**YOUR GOAL**
Only the lines holding "legend" are wanted; find them in the listing and return each one.
-- PROVIDED RECORDS follows --
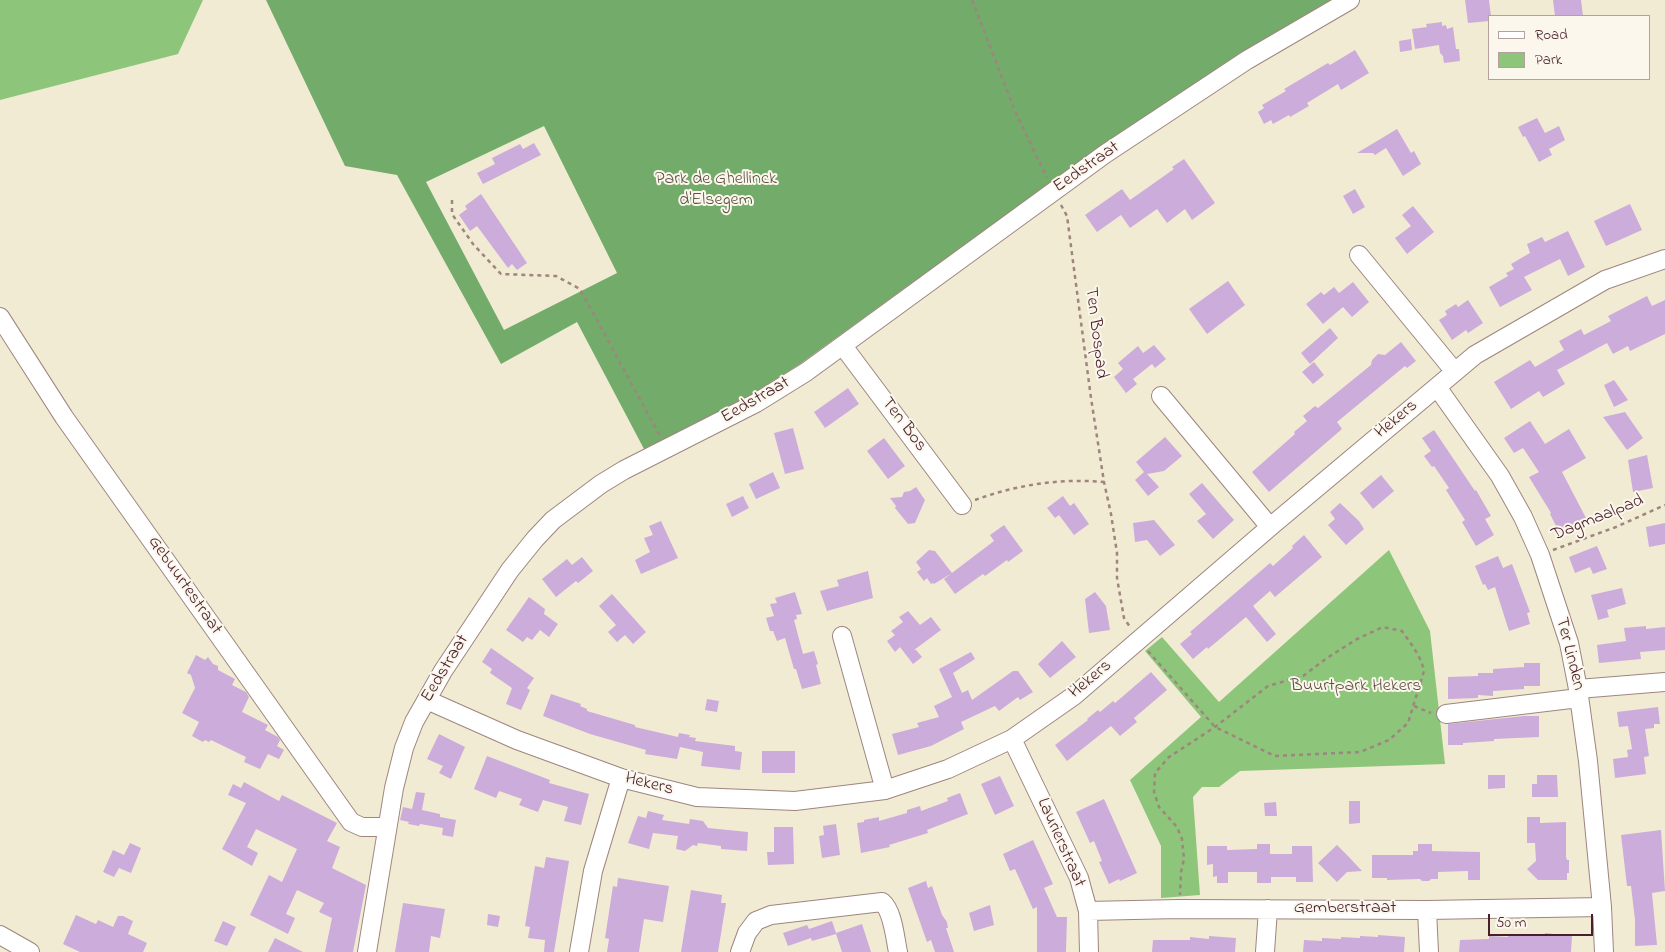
<!DOCTYPE html>
<style>
body{margin:0}
#map{position:relative;width:1665px;height:952px;overflow:hidden;background:#f2ebd3;font-family:"Indie Flower",sans-serif}
canvas{display:block}
.legend{position:absolute;left:1488px;top:15px;width:162px;height:65px;box-sizing:border-box;background:#fbf7ec;border:1px solid #b4a19f;margin:0;padding:6px 9px;list-style:none;font-size:15px;color:#4a1f2b}
.legend li{display:flex;align-items:center;gap:10px;height:25px}
.legend b{width:25px;border:1px solid #b4a19f}
.scale{position:absolute;left:1488px;top:914px;width:105px;height:22px;box-sizing:border-box;border:2px solid #4a1f2b;border-top:0;padding-left:6px;font-size:15px;line-height:18px;white-space:nowrap;color:#4a1f2b;-webkit-text-stroke:4px #fbf7ec;paint-order:stroke}
</style>
<div id="map">
<canvas width="1665" height="952"></canvas>
<ul class="legend">
<li><b style="height:6px;background:#fff"></b>Road</li>
<li><b style="height:14px;background:#8dc67a"></b>Park</li>
</ul>
<div class="scale">50 m</div>
</div>
<script>
const c = document.querySelector('canvas').getContext('2d');
c.lineJoin = 'round';
function fill(path, color) {
  c.fillStyle = color;
  c.fill(path, 'evenodd');
}
function trace(path, color, width, dash) {
  c.strokeStyle = color;
  c.lineWidth = width;
  c.lineCap = dash ? 'butt' : 'round';
  c.setLineDash(dash || []);
  c.stroke(path);
}
function write(font, color, halo, rows, align = 'center') {
  c.font = font + ' "Indie Flower",sans-serif';
  c.lineWidth = 4;
  c.setLineDash([]);
  c.textBaseline = 'middle';
  c.strokeStyle = halo;
  c.fillStyle = color;
  for (const [text, x, y, turn = 0] of rows) {
    c.save();
    c.translate(x, y);
    c.rotate((+turn || 0) * Math.PI / 180);
    c.textAlign = isNaN(turn) ? turn : align;
    if (halo) c.strokeText(text, 0, 0);
    c.fillText(text, 0, 0);
    c.restore();
  }
}
const green = new Path2D(`
 M0 0H203L178 54 0 100Z
 M1389 550 1430 631 1445 764 1240 771 1219 787H1202L1193 797 1200 895 1161 898V846L1130 780 1201 717 1145 651 1162 637 1219 702Z`);
const forest = new Path2D(`
 M266 0H1331L1242 52 1100 147 800 364 751 395 644 449 577 322 501 364 397 175 345 166ZM544 126 617 273 504 330 426 182Z`);
const building = new Path2D(`
 M1465 0H1489L1491 16H1489V21L1468 23Z
 M1553 0H1581L1583 16H1555Z
 M1442 22V26L1446 25 1447 29 1453 27 1456 49H1459L1460 61 1444 63 1443 56 1440 53 1439 45 1415 49 1412 29 1427 27 1426 24Z
 M1411 39 1412 50 1400 52 1399 41Z
 M1355 50 1369 73 1341 90 1338 84 1307 103 1309 106 1290 117 1289 115 1273 124 1271 120 1264 124 1258 112 1264 108 1262 105 1286 91 1284 89 1328 63 1330 65Z
 M1537 118 1545 133 1559 126 1565 140 1549 149 1552 155 1539 162 1525 136 1523 137 1518 127Z
 M1397 129 1411 153 1414 151 1421 164 1403 176 1386 148 1375 155 1373 153H1357Z
 M534 143 541 155 483 184 477 173 495 164 492 158 520 144 523 149Z
 M1184 159 1215 203 1192 220 1185 209 1167 223 1157 209 1130 228 1121 215 1097 232 1085 215 1122 189 1130 200 1174 169 1172 167Z
 M1355 189 1365 207 1353 214 1343 196Z
 M481 194 527 263 517 270 512 264 508 268 477 226 470 231 459 215 467 209 465 206Z
 M1630 204 1642 230 1606 246 1594 221Z
 M1413 206 1434 232 1407 254 1395 238 1411 226 1402 215Z
 M1568 231 1585 267 1568 276 1560 259 1524 277 1532 290 1500 307 1489 287 1508 276 1506 273 1514 269 1511 264 1530 253 1527 244 1542 237 1545 242Z
 M1228 281 1245 305 1207 334 1189 309Z
 M1353 282 1369 302 1352 317 1343 307 1323 324 1306 304 1321 292 1324 295 1334 287 1339 293Z
 M1647 296 1652 306 1665 300V334L1630 351 1628 346 1613 354 1607 343 1557 370 1565 384 1543 397 1539 391 1511 409 1494 382 1530 360 1535 367 1564 350 1559 341 1581 329 1584 335 1611 321 1608 316Z
 M1468 300 1483 323 1468 333 1466 330 1452 340 1439 320 1447 315 1445 311 1456 304 1458 307Z
 M1330 328 1338 338 1310 364 1301 353Z
 M1401 342 1416 361 1407 368 1405 366 1337 422 1342 429 1269 492 1252 472 1295 434 1294 432 1307 421 1303 416 1315 406 1318 408 1371 365 1372 360 1378 354 1385 355Z
 M1154 345 1166 359 1155 368 1152 364 1133 379 1137 384 1126 393 1114 377 1123 369 1118 363 1138 346 1143 353Z
 M1314 362 1324 375 1313 384 1302 372Z
 M1614 380 1628 400 1614 407 1604 385Z
 M848 388 859 404 825 428 814 412Z
 M1625 412 1643 438 1627 450 1603 417Z
 M1530 421 1545 444 1569 429 1586 458 1562 472 1586 518 1559 532 1550 514 1551 513 1529 477 1539 472 1523 448 1514 453 1504 438Z
 M793 428 804 469 785 474 774 433Z
 M1434 430 1475 491 1476 490 1491 516 1485 519 1494 535 1476 546 1462 522 1465 520 1446 490 1449 488 1434 466 1432 467 1424 456 1431 451 1422 438Z
 M1165 437 1182 456 1164 471 1147 474 1159 487 1148 496 1135 480 1144 472 1136 462Z
 M884 438 905 466 888 479 867 451Z
 M1647 455 1653 488 1633 492 1628 460Z
 M773 472 780 488 756 499 749 484Z
 M1381 475 1394 491 1373 509 1360 493Z
 M1202 483 1234 520 1213 539 1197 521 1206 514 1189 494Z
 M916 487 925 500 915 523 908 524 895 508 896 506 890 498 902 497 904 492 910 491Z
 M743 496 749 508 732 517 726 504Z
 M1063 496 1070 506 1074 503 1089 524 1074 535 1059 515 1055 518 1047 508Z
 M1340 503 1359 521 1364 529 1346 545 1328 525 1335 519 1330 512Z
 M1154 520 1175 545 1160 556 1147 540 1135 542 1133 523Z
 M661 521 678 558 641 574 635 560 650 552 644 538 653 535 649 526Z
 M1665 523V544L1649 547 1646 527Z
 M1004 525 1023 551 1008 562 1007 560 985 576 983 574 955 594 944 579 994 541 990 535Z
 M1304 535 1322 557 1275 597 1270 591 1253 606 1276 634 1267 642 1246 617 1208 649 1207 647 1193 659 1180 644 1192 634 1190 632 1270 563 1273 566 1293 548 1292 546Z
 M1597 546 1607 569 1593 574 1590 567 1575 573 1569 557Z
 M929 550 935 551 952 573 934 584 933 583 931 584 927 578 924 581 917 572 921 569 916 562Z
 M1498 556 1503 568 1512 564 1530 612 1527 613 1530 624 1509 631 1495 587 1488 590 1485 584 1483 585 1475 566Z
 M582 557 593 571 578 583 576 581 556 597 542 579 567 559 572 565Z
 M868 571 873 598 827 611 820 591 839 586 837 580Z
 M1622 588 1626 604 1607 610 1609 617 1598 620 1591 595Z
 M795 592 802 614 796 615 797 619 794 620 803 654 814 651 818 664 816 665 821 684 802 689 796 669H794L785 638 777 641 773 631H770L766 618 774 616 770 604 777 603 775 598Z
 M1095 592 1106 606 1110 630 1089 633 1085 599Z
 M612 594 646 632 633 644 625 635 617 642 608 632 616 625 599 606Z
 M529 597 545 609 544 614 558 624 549 637 540 630 532 640 527 637 523 642 506 630Z
 M908 611 920 625 931 617 941 630 914 650H916L922 657 913 664 900 647 895 652 887 641 895 635 891 631 903 622 899 617Z
 M1646 626V629L1665 627V650L1640 652 1641 659 1599 663 1597 645 1626 641 1624 628Z
 M1062 641 1076 657 1050 678 1038 664Z
 M491 648 534 678 527 688 530 690 521 710 506 704 512 688 490 673 492 669 482 662Z
 M971 652 975 659 953 673 962 693 968 690 972 700 1013 671H1018L1033 692 1020 700 1018 697 999 711 995 706 961 722 964 729 931 746 898 755 892 734 919 727 917 723 939 717 934 706 952 697 939 669Z
 M196 655 205 660 208 657 213 664 218 666V670L235 679 232 685 246 692 249 697 242 712 268 725 265 730 278 737 280 740 277 746 284 750 279 759 268 754 260 769 244 762 246 757 211 740 209 742 205 740 203 742 192 736 199 722 182 713 195 688 191 675 187 673Z
 M1524 663H1540V686H1524V689L1493 691V696L1478 695V698L1448 699V677L1478 676V673H1493V669L1524 667Z
 M1151 672 1167 690 1134 718 1137 722 1120 736 1111 726 1067 761 1055 745 1088 720 1087 719 1098 710 1100 712 1113 701 1115 703Z
 M551 694 581 704 580 706 587 709V711L635 725V727L678 737 679 733 690 735 689 737 696 738 695 741 735 746V751L742 752 740 770 701 766 703 752 680 747 677 759 645 754 646 750 590 734 543 716Z
 M707 699 719 701 717 712 705 710Z
 M1658 707 1660 724H1654V728L1645 729 1649 756 1644 757 1646 774 1615 778 1613 759 1628 757 1627 750 1632 749 1628 726 1619 727 1617 712Z
 M1524 716H1539V737L1494 739V741L1463 743V745H1448V724Z
 M439 734 465 747 451 779 439 773 443 766 427 759Z
 M762 751H795V773H762Z
 M487 756 550 780 549 783 589 794 581 825 564 821 568 807 543 800 538 812 519 805 522 799 499 791 496 798 474 789Z
 M1488 775H1505V788L1488 789Z
 M1537 775H1557L1558 797H1532V784H1537Z
 M1000 776 1014 806 995 815 981 784Z
 M244 782 279 801 282 795 337 823 327 841 340 847 332 868 366 885 353 952H325L332 918 319 912 324 903 297 890 286 914 295 918 288 934 250 915 269 875 282 882 297 849 256 829 247 847 258 853 252 866 222 849 246 803 228 795 233 784 241 788Z
 M416 792 425 793 422 810 440 814V817L456 820 453 837 442 835 443 828 420 824 419 826 408 824 409 822 400 820 403 807 412 809Z
 M960 793 968 814 927 830 928 833 889 845 890 847 861 853 857 823 864 822V820L879 817V821L907 813V810L920 806 921 811 948 801 947 798Z
 M1104 799 1137 873 1120 881 1119 879 1109 884 1099 862 1102 861 1094 841 1090 843 1076 812Z
 M1349 801H1360V823L1349 824Z
 M1276 802 1277 816H1265L1264 803Z
 M648 811 664 815 662 820 689 824 690 819 703 821 708 828 748 832 747 851 721 849V846L698 843 697 846 693 845 685 851 676 849 678 836 653 833 649 849 628 843 638 816 646 818Z
 M1527 817H1540V823L1566 822V857L1567 860H1569V873H1567V880H1538L1527 869 1536 861 1535 843H1527Z
 M836 824 840 855 822 858 819 836 824 835 823 826Z
 M774 827H793L794 864 768 865 767 852H774Z
 M1661 830 1665 891 1652 893 1657 945 1635 946V920L1631 886H1627L1621 835Z
 M1033 840 1053 884 1044 888 1057 917H1067L1066 952H1037V907L1033 909 1015 869 1010 871 1003 854Z
 M130 843 141 848 131 873 119 868 114 877 103 872 113 850 124 855Z
 M1257 844H1270V854H1292V846H1312L1313 882H1296V877H1271V883H1257V872H1228V883H1217V876L1213 877V864L1207 865V846H1227V850L1257 849Z
 M1418 844H1432V851L1480 852V880H1468V871L1438 872V879H1431L1429 881H1422L1420 879 1387 880V878H1372V855H1413V851H1418Z
 M1337 845 1348 856 1362 871 1347 872 1337 882 1318 863Z
 M546 857 569 861 554 952H544L545 940 528 938 530 927 525 926 535 866 544 868Z
 M618 878 669 886 663 922 644 919 639 952H607L609 939 605 938 613 886 617 887Z
 M926 881 928 888 932 886 942 915 947 922 948 928H946L954 952H935L931 940 927 942 908 888Z
 M691 890 722 895 721 903H726L718 952H681Z
 M403 903 445 909 440 938 431 936 429 952H395Z
 M990 905 994 925 974 931 969 913Z
 M488 914 500 916 498 927 487 925Z
 M76 915 96 924 98 920 113 927 118 916H123L133 921 128 934 147 943 143 952H80L63 944Z
 M223 921 236 927 227 946 214 941Z
 M832 921 836 933 862 924 871 952H842L836 934 812 941 811 938 788 946 783 933 807 925 809 929Z
 M1545 933 1572 936 1571 952H1459L1460 940 1489 939V936L1508 937V935L1526 936 1527 934 1545 935Z
 M1378 935 1405 937 1404 952H1303L1304 940 1322 941V938L1341 939V937L1360 938V936L1378 937Z
 M1209 936 1236 938 1235 952H1152L1153 940H1190V937L1209 939Z
 M275 938 303 952H268Z`);
const path = new Path2D(`
 M972 0 1015 111 1047 178
 M452 200V214L473 244 501 274 556 276 580 289 660 436
 M1061 205 1067 216 1091 398 1104 482 1111 514 1117 553V578L1124 618 1130 627
 M975 500C1016 485 1060 478 1104 482
 M1553 550 1616 527 1665 505
 M1148 651 1215 727 1275 756 1360 752 1389 740 1408 723 1424 671C1421 656 1411 644 1402 631L1383 627 1357 639 1327 658 1303 676 1268 686 1215 727 1169 757 1155 773 1154 792 1159 807 1177 827 1182 839 1184 859 1181 872 1180 895
 M1414 706 1431 713`);
const minor = new Path2D(`
 M1359 255 1455 372
 M0 317 64 417 351 822 362 827H387
 M843 346 962 505
 M1437 387 1500 476 1523 517 1540 555 1569 643 1578 689 1588 761 1602 907 1604 952
 M1161 396 1270 527
 M842 636 885 790
 M1578 689 1665 682
 M427 700 517 740 621 778 697 797 795 801 885 790 948 769 1012 739 1075 695 1270 527 1475 355 1605 280 1665 259
 M1446 714 1579 698
 M1012 739 1079 878 1088 911 1089 952
 M1427 910 1429 952
 M1088 911 1179 909 1427 910 1602 907
 M0 935 30 952
 M367 952 394 788 404 748 414 722 443 671 510 570 535 539 553 520 601 484 624 470 756 403 806 372 1105 154 1247 60 1350 0
 M579 952 593 871 621 778
 M740 952 747 933 756 921 771 915 882 902C893 911 895 938 898 952
 M1265 952 1268 909`);
const streetNames = [
 ["Eedstraat",1087,168,-35],
 ["Ten Bospad",1095,333,83],
 ["Eedstraat",756,401,-30],
 ["Hekers",1397,420,-40],
 ["Ten Bos",903,425,53],
 ["Dagmaalpad",1598,519,-22],
 ["Gebuurtestraat",184,586,55],
 ["Ter Linden",1569,654,76],
 ["Eedstraat",446,669,-59],
 ["Hekers",1091,680,-40],
 ["Hekers",649,785,14],
 ["Laurierstraat",1060,843,66],
 ["Gemberstraat",1345,909]
];
const parkNames = [
 ["Park de Ghellinck",716,180],
 ["d'Elsegem",716,201],
 ["Buurtpark Hekers",1356,687]
];
fill(green, '#8dc67a');
fill(forest, '#72ab6a');
fill(building, '#ccacdb');
trace(minor, '#9e857f', 20);
trace(path, '#9e857f', 2.5, [4, 4]);
trace(minor, '#fff', 18);
write('18px', '#4a1f2b', '#fbf7ec', streetNames);
write('18px', '#5e5143', '#fbf7ec', parkNames);
</script>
-- PROVIDED RECORDS concluded --
**WRITTEN SOLUTION**
.legend{position:absolute;left:1488px;top:15px;width:162px;height:65px;box-sizing:border-box;background:#fbf7ec;border:1px solid #b4a19f;margin:0;padding:6px 9px;list-style:none;font-size:15px;color:#4a1f2b}
.legend li{display:flex;align-items:center;gap:10px;height:25px}
.legend b{width:25px;border:1px solid #b4a19f}
<ul class="legend">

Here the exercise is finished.